Tujuan awalnya jelas: melestarikan tradisi yang hampir punah, memperkuat identitas Bajo sebagai pelaut tangguh, dan tentu saja meningkatkan pariwisata Wakatobi yang sudah masuk dalam daftar 10 Top Destinasi Pariwisata Nasional.

Namun maknanya jauh lebih dalam. Festival ini adalah ruang refleksi kolektif: tentang kebanggaan, persaudaraan, dan janji menjaga laut. Prosesi simbolik seperti penandatanganan miniatur dayung menjadi pengingat bahwa laut bukan hanya sumber hidup, melainkan juga warisan yang wajib dijaga untuk anak cucu.

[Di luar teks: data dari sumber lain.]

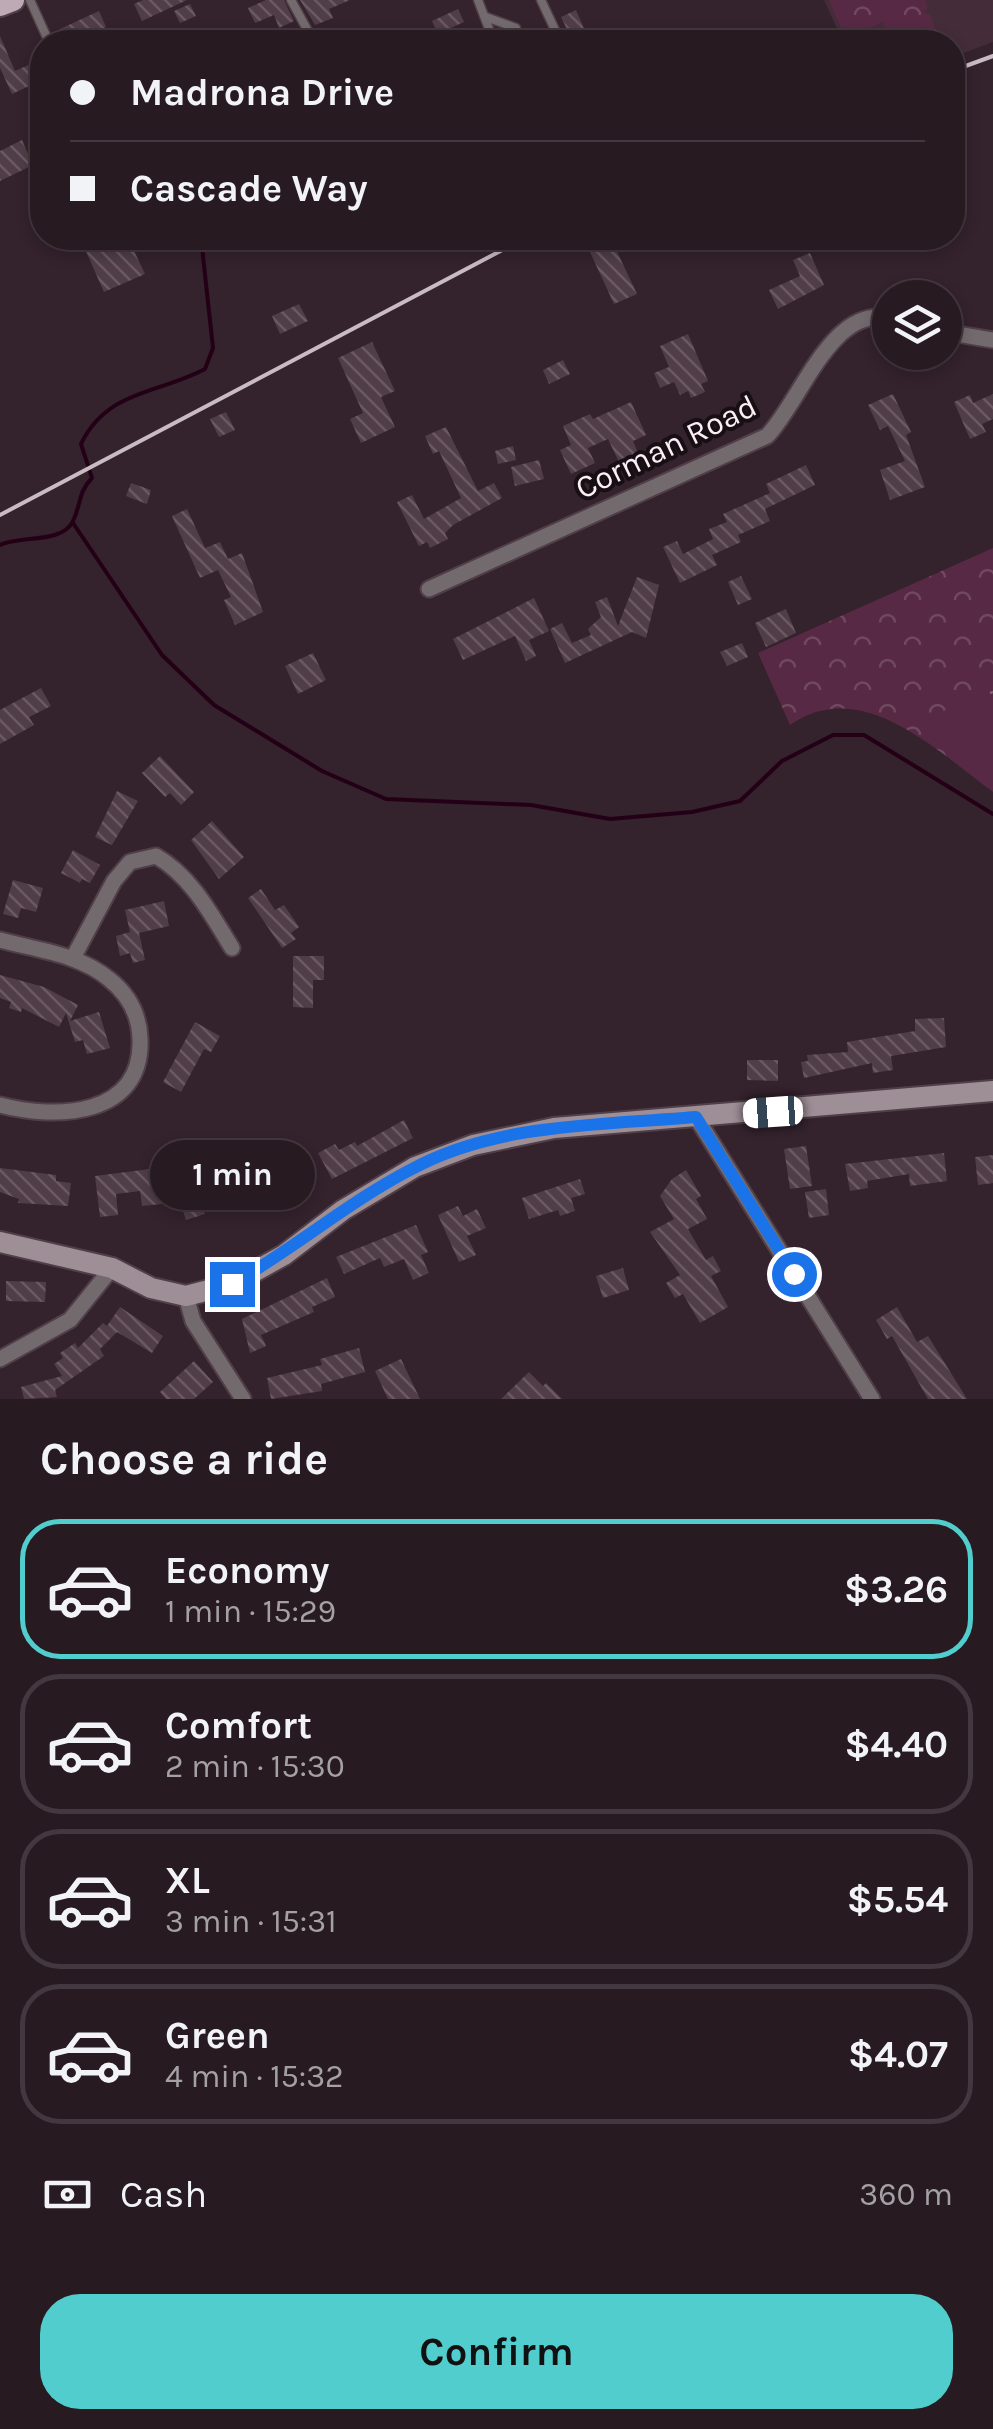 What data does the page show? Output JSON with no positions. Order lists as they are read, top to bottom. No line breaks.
{"streets":{"street":["Corman Road"]},"page":{"banner":["Madrona Drive","Cascade Way"],"bubble":"1 min","heading":"Choose a ride","list":[{"name":"Economy","note":"1 min · 15:29","value":"$3.26"},{"name":"Comfort","note":"2 min · 15:30","value":"$4.40"},{"name":"XL","note":"3 min · 15:31","value":"$5.54"},{"name":"Green","note":"4 min · 15:32","value":"$4.07"}],"pay":["Cash","360 m"],"buttons":"Confirm"}} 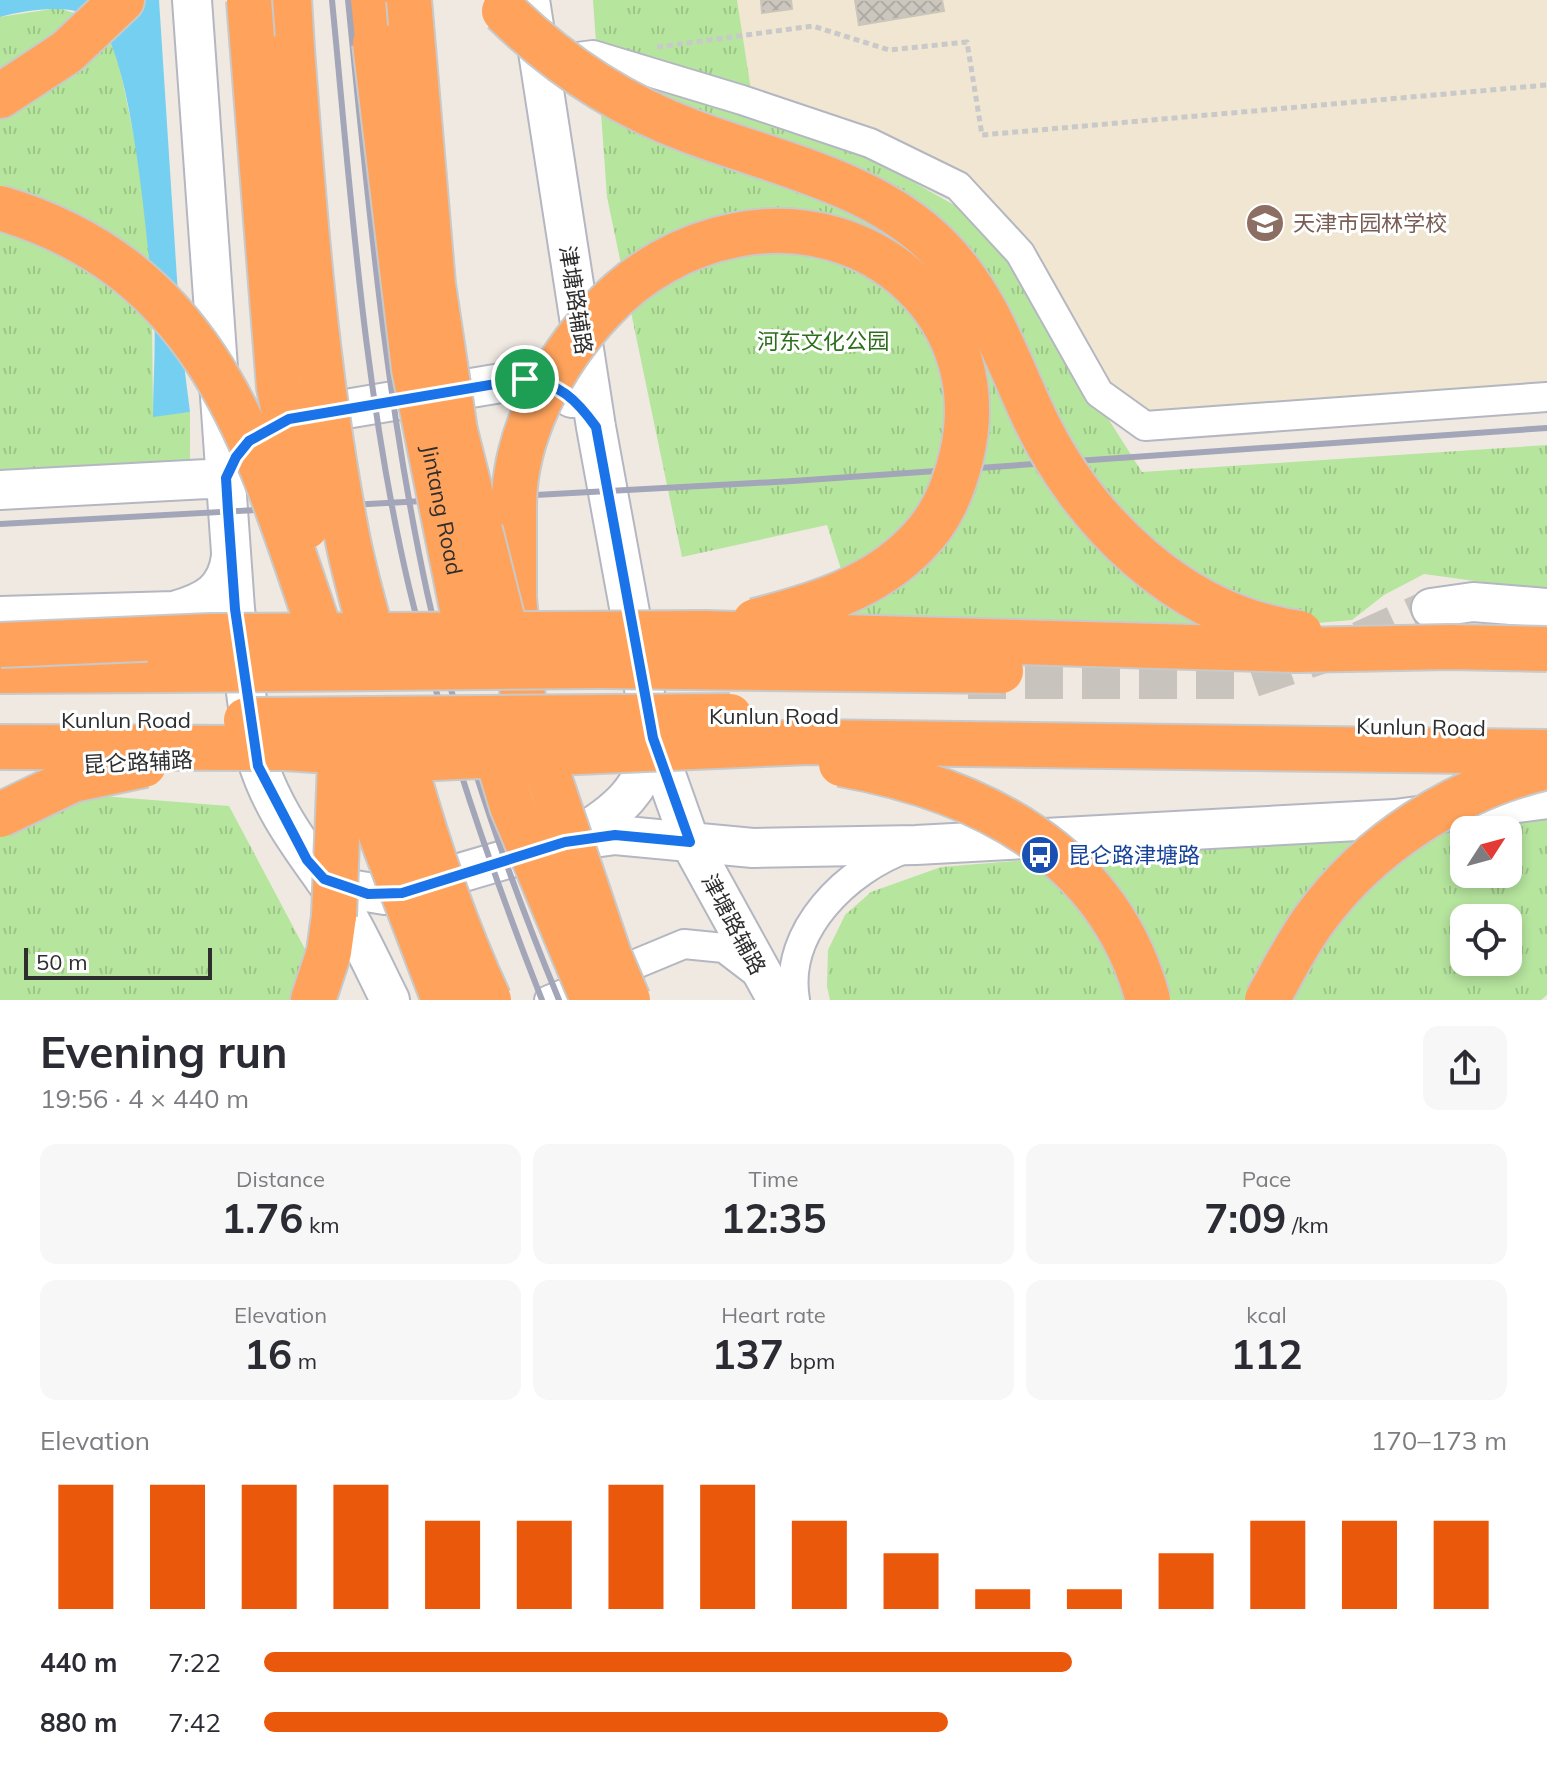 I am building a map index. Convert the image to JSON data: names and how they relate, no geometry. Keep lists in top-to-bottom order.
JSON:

Keterikatan orang Bajo dengan laut bukan cerita baru. Sejumlah penelitian etnografi mencatat bagaimana pamali, aturan adat, dan ritual Bajo menuntun mereka berinteraksi dengan ekosistem laut. Nilai-nilai itu diwariskan lintas generasi, menjaga keseimbangan alam tanpa harus dituliskan dalam buku.

Marlina et al. (2020) bahkan menegaskan bahwa kearifan lokal Bajo Mola menjadi dasar pengelolaan ekowisata berkelanjutan. Karena itu, apa yang dipentaskan di panggung festival bukan sekadar hiburan, melainkan cermin filosofi hidup: menjaga laut sama dengan menjaga kehidupan.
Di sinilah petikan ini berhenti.